Look through the material below and show every line with the word "Xóchitl".

>>>>

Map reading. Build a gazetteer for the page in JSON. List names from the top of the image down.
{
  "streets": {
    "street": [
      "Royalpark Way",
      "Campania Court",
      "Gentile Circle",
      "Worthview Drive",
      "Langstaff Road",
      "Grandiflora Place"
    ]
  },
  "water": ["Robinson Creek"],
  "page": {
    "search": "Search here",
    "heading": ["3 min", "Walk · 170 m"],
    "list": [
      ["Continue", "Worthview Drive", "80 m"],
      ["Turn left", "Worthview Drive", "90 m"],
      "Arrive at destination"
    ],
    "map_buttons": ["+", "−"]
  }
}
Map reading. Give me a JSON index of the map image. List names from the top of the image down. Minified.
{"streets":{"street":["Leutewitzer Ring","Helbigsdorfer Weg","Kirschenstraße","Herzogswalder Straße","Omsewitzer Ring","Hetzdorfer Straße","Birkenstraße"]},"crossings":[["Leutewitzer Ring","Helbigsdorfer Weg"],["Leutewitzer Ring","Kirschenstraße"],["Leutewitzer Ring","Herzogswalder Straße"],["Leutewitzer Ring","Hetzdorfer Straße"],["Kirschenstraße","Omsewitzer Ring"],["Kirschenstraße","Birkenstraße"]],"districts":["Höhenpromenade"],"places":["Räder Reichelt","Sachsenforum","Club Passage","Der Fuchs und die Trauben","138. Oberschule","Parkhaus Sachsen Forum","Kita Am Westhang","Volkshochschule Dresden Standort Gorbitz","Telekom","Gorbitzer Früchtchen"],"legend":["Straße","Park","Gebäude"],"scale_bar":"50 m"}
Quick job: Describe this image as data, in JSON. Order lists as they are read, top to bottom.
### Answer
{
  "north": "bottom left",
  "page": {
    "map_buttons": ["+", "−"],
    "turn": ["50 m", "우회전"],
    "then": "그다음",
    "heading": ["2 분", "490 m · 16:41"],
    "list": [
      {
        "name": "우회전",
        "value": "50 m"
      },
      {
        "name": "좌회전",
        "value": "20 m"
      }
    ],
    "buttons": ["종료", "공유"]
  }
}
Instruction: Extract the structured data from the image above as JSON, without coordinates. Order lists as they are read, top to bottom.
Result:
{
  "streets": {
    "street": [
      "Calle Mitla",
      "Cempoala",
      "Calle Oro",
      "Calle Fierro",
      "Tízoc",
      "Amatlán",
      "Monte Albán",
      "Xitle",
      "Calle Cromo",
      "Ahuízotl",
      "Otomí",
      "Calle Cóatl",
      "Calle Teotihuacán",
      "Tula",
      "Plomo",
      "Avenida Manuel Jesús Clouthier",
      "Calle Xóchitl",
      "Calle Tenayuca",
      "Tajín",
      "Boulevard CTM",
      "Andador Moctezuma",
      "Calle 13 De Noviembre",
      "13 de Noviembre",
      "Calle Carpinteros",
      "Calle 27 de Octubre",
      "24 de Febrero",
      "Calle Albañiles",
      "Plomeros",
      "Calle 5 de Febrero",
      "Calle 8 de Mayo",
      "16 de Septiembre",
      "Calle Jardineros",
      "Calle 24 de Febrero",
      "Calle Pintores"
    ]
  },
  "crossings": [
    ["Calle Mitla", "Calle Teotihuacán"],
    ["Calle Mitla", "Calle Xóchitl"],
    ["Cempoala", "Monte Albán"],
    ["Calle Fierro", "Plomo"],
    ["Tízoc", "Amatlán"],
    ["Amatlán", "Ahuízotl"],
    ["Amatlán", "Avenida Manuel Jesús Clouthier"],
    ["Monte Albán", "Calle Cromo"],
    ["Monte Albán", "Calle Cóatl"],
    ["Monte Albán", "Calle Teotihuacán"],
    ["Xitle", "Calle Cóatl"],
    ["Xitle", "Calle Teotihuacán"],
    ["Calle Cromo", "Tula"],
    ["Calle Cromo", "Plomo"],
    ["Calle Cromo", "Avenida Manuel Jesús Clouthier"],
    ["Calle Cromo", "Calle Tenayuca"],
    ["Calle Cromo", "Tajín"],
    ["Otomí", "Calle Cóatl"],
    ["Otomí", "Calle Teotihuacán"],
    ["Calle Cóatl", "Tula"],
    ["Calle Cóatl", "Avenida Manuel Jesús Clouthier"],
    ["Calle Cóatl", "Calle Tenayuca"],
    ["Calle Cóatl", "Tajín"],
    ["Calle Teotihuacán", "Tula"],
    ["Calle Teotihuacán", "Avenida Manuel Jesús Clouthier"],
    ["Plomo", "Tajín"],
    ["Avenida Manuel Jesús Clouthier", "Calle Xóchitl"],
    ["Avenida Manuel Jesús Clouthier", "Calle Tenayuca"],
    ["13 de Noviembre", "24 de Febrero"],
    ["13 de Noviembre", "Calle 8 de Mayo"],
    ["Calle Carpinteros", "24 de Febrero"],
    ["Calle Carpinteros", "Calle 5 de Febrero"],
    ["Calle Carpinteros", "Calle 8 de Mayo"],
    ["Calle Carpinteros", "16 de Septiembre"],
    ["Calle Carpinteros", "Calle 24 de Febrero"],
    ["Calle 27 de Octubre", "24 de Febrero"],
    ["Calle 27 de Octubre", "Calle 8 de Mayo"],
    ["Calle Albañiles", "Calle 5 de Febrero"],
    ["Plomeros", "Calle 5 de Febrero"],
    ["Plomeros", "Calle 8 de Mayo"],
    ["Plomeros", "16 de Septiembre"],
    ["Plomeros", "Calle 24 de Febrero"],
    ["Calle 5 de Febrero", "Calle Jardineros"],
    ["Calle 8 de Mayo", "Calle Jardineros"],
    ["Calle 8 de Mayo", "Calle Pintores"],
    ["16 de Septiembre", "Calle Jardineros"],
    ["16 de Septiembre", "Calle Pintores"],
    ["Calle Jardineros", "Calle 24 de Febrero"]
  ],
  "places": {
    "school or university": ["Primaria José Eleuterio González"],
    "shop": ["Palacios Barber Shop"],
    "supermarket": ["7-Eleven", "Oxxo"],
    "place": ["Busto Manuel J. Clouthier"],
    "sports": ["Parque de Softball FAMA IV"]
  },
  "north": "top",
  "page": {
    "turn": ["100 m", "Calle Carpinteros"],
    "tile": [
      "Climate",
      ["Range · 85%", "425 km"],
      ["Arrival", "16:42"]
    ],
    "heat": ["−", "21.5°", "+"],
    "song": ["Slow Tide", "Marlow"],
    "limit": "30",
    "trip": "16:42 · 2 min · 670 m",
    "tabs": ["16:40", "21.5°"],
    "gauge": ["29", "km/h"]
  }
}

<<<<

▸ **ANSWER**
      "Calle Xóchitl",
    ["Calle Mitla", "Calle Xóchitl"],
    ["Avenida Manuel Jesús Clouthier", "Calle Xóchitl"],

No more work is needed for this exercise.